Armenian government adopts anti-smoking campaign

By Asbarez | Saturday, 05 August 2017

An anti-smoking advocate demonstrating in Armenia.
An anti-smoking advocate demonstrating in Armenia.

YEREVAN (RFE/RL) – On Thursday—as part of a new strategy to curb tobacco use—the Armenian government announced plans to restrict smoking in public places and raise cigarette prices.

Prime Minister Karen Karapetyan’s cabinet approved the program, which aims to reduce the large number of smokers in the country by at least 1.5 percent annually for the next three years.
According to estimates from Armenia’s Ministry of Health, over 25 percent of adult Armenians smoke on a daily basis. The smoking rate is especially high among men at 55 percent.

Health Minister Levon Altunyan told reporters that the anti-tobacco strategy outlines wide-ranging measures meant to cut these numbers. He said the authorities will “toughen” rules for smoking in offices, restaurants, cafes and bars, raise taxes levied from cigarettes and ban all forms of tobacco advertising. Altunyan would not say whether this will lead to a blanket ban on smoking in public areas. He said the government will clarify that in a package of bills that will be sent to the Armenian parliament this fall.
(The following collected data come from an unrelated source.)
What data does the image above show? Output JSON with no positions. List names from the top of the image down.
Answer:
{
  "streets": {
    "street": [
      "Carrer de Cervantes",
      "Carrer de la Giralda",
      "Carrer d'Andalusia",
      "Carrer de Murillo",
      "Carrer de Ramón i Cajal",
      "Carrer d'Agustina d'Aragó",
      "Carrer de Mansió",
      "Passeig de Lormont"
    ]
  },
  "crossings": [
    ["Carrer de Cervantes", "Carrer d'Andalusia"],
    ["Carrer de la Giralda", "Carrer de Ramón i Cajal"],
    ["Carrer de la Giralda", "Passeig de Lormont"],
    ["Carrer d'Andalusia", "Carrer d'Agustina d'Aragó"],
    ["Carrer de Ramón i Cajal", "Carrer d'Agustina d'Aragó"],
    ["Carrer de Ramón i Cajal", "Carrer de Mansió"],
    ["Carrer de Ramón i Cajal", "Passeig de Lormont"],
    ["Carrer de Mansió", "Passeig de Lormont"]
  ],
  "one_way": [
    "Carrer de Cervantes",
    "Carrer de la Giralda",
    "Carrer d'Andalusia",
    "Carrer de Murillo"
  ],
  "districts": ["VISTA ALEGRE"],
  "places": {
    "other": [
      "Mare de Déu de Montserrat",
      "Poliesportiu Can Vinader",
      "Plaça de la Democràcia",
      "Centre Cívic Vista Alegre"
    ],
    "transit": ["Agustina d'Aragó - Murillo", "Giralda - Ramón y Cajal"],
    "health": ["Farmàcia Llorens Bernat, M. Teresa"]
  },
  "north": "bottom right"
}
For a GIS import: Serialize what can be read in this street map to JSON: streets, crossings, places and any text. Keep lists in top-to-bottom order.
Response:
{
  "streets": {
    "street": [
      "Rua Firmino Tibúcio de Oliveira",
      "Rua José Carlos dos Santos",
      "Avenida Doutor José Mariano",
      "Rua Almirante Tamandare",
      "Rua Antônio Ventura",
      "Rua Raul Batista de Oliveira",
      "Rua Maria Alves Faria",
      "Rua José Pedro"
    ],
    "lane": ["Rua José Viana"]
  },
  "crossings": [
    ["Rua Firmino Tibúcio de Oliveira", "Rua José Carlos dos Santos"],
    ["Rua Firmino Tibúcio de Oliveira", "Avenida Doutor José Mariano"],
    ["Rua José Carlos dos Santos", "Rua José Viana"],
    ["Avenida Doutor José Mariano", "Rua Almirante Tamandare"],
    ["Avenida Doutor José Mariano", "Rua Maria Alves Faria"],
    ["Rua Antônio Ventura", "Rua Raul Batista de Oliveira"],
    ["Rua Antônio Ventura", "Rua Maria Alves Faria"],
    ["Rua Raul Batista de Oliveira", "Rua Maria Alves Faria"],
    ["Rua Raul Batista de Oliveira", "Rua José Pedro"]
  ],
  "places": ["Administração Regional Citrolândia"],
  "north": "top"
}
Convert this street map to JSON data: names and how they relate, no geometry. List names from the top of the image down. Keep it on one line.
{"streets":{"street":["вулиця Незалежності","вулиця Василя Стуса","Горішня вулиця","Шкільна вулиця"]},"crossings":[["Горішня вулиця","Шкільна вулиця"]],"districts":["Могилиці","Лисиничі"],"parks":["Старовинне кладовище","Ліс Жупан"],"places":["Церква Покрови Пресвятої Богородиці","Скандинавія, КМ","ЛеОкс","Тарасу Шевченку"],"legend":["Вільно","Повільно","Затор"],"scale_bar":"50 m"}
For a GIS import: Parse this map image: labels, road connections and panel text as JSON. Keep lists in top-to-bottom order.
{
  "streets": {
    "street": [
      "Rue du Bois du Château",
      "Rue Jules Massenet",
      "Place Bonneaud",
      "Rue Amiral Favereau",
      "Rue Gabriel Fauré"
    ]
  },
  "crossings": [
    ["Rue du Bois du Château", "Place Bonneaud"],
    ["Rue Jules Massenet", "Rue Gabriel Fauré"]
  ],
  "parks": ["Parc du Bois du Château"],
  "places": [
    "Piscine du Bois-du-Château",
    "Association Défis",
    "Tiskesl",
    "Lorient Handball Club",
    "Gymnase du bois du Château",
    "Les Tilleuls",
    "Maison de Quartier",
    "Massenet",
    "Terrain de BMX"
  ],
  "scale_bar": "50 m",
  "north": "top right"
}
The Ministry of Health recommended such a ban when it announced the impending launch of the anti-tobacco drive in late May. The ministry also called for heavy fines for those businesses that would fail to enforce it.

Altunyan insisted that Armenian companies manufacturing and importing cigarettes have not lobbied the government to water down the planned measures.

“We haven’t asked for their opinion either,” Altunyan added.

Arsen Torosyan, a doctor and anti-smoking campaigner, cautiously welcomed the government plans.

“I hope that at least part of what has been declared will be implemented—cigarette prices will be raised, smoking will be completely banned in public places and tobacco advertising will be banned in full,” he told RFE/RL’s Armenian service, Azatutyun.am. “This cannot fail to cut the number of smokers because these methods have been successfully used all over the world.”

“The key thing here is political will,” Torosyan stressed, pointing to the failure of a five-year anti-tobacco program adopted by the authorities in 2010.

That program was supposed to reduce tobacco consumption, which is blamed by medics for the high incidence of lung cancer in Armenia. Government data shows that the proportion of heavy smokers in the population actually increased from 23 percent in 2012 to 26 percent in 2016.

An Armenian law that came into force in 2005 banned smoking in hospitals, cultural and educational institutions and public buses. Additional restrictions introduced a year later required other entities—including bars and restaurants—to allow smoking only in special secluded areas. However, with no legal sanctions put in place against violations, those measures proved largely ineffective.